A good question. There are any number of schools of thought regarding this when it comes to items that are considered “old” or “antique”. The prevailing one is that if you do anything to “renovate” a piece, be it furniture or quilts, the piece is no longer considered “antique”. I grant you there are likely some cases where a valuable piece of furniture has been painted or “modernized” to suit a new generation’s taste, thus destroying the intrinsic value of the antique. That said, is the piece meant to sit, unused and unappreciated? Or is it better to repair something so it can continue to be used and loved? I fall in the second category – mostly.

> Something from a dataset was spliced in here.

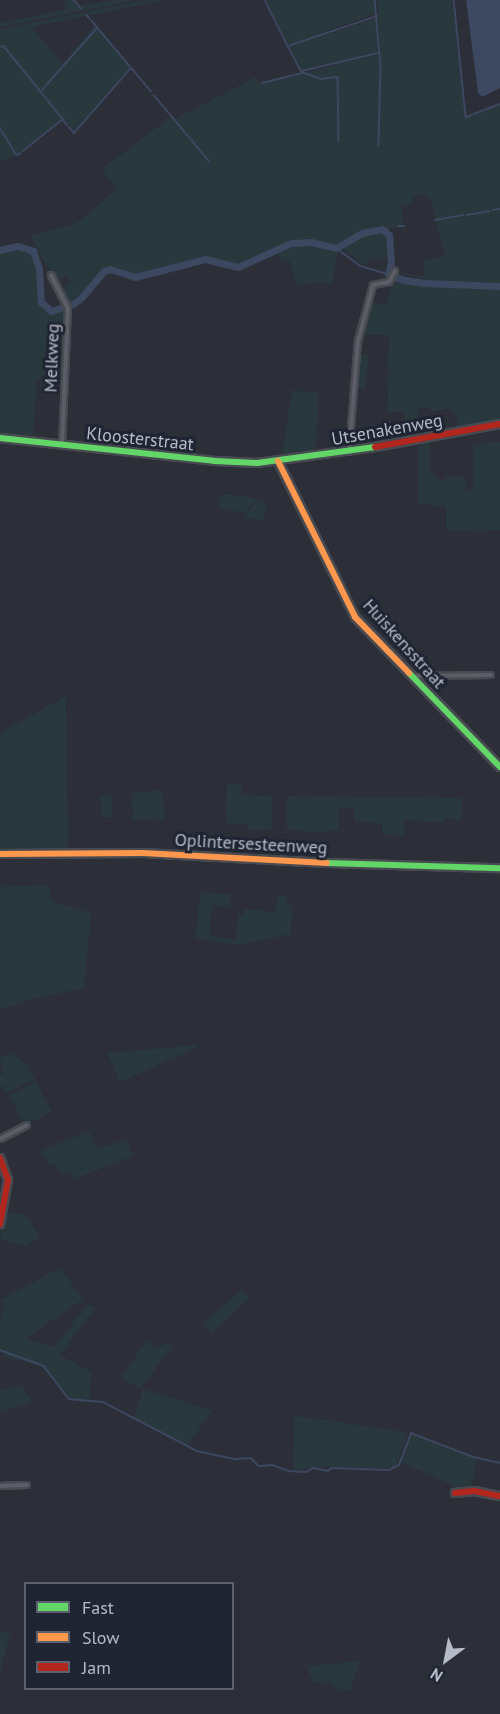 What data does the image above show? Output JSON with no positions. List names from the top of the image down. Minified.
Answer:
{"streets":{"street":["Melkweg","Utsenakenweg","Kloosterstraat","Huiskensstraat","Oplintersesteenweg"]},"crossings":[["Melkweg","Kloosterstraat"],["Utsenakenweg","Kloosterstraat"],["Utsenakenweg","Huiskensstraat"],["Kloosterstraat","Huiskensstraat"]],"legend":["Fast","Slow","Jam"],"north":"bottom left"}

I bring this up because a friend recently asked if I could repair a quilt that was gifted to her for her wedding in 1993. The quilt was purchased from an unknown maker and was called an “Amish quilt” so most likely it was produced in Indiana by a woman from an Amish community there. This one is a lone star pattern with an appliqued “pillow top” section, and was hand quilted. While the fabric was a quality fabric, some of it did not age well. Typically, browns, burgundies and greens can age badly, especially when exposed to sunlight. They fade terribly, and can rot, leaving holes in the quilt top. The young couple used this quilt for years, but now are concerned it is too fragile to even display. This quilt is an heirloom for them, and as such, it is important to repair the quilt so it can continue to be cherished.

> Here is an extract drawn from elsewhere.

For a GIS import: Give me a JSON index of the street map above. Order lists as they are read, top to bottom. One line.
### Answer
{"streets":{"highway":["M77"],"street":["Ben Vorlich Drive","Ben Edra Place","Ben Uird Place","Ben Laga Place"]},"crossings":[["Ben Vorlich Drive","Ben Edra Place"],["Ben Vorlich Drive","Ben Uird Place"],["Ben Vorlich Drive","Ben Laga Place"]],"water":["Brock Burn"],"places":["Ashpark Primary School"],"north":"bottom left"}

The trick for this quilt will be to incorporate the newer fabrics into the actual pieced parts of the quilt – the three long borders and a number of the diamond sections inside the Lonestar. While the process will not be complicated – I will applique the new fabric on top of the older worn one – the new pieces will also need to be hand quilted to mimic the original ones. Sigh.

So, is it still an “original” quilt of historic value? Likely not, but it was never a rare or collectible quilt. It was meant to offer love to a new couple starting their married life. It has done that for over 30 years, and as such is a treasure for the family.

I was thinking about this process when my friend brought this quilt over because I own an heirloom piece that I did have restored in 2012. The piece is a huge mahogany sideboard, and is known in my family as “The Princeton Sideboard”. It is a “Federal Style” piece, and was made likely around 1800. It came from my paternal grandmother, Katharine Strong Humphrey Osborne (1904-1987). The ancestry traces back to Benjamin Strong (1777-1831) who lived in Princeton, NJ. It passed from him to his son, Oliver Smith Strong (1806-1874), to his son Benjamin Strong (1834-1915), and to my great grandfather Ben Strong (1872-1928). It passed from the Strong family to the Humphrey family with my father (1927-2010), and now onto the Jarrett family.

Unfortunately, my grandmother had the piece “renovated” in the 1950s. This involved “fixing” some of the veneers, rebuilding some legs, and smearing a toxic shellac on the piece, which had darkened to very nasty streaks. The piece is also very heavy, and the “repaired” legs were unstable. I decided the time had come to honor my family and have the whole thing properly redone. This was not an inexpensive process, nor easy to locate an expert to do so correctly. After contacting some historic sites, I was referred to a team in Evanston, Illinois, who documented all the issues and repairs with numerous photos and write ups, which I bound into a book to keep with the sideboard for historic record.

What this leaves is a “renovated” antique which is basically not officially antique anymore. Given the piece’s deterioration, was it better to leave a dreadful 1950s era renovation in place, or fix it to make the piece last for another 100 years or so? I went with the latter option, obviously, and the sideboard sits in my dining room as it had in my parents’ dining room for most of my life. So now I need to stop writing and get to work on my friend’s quilt!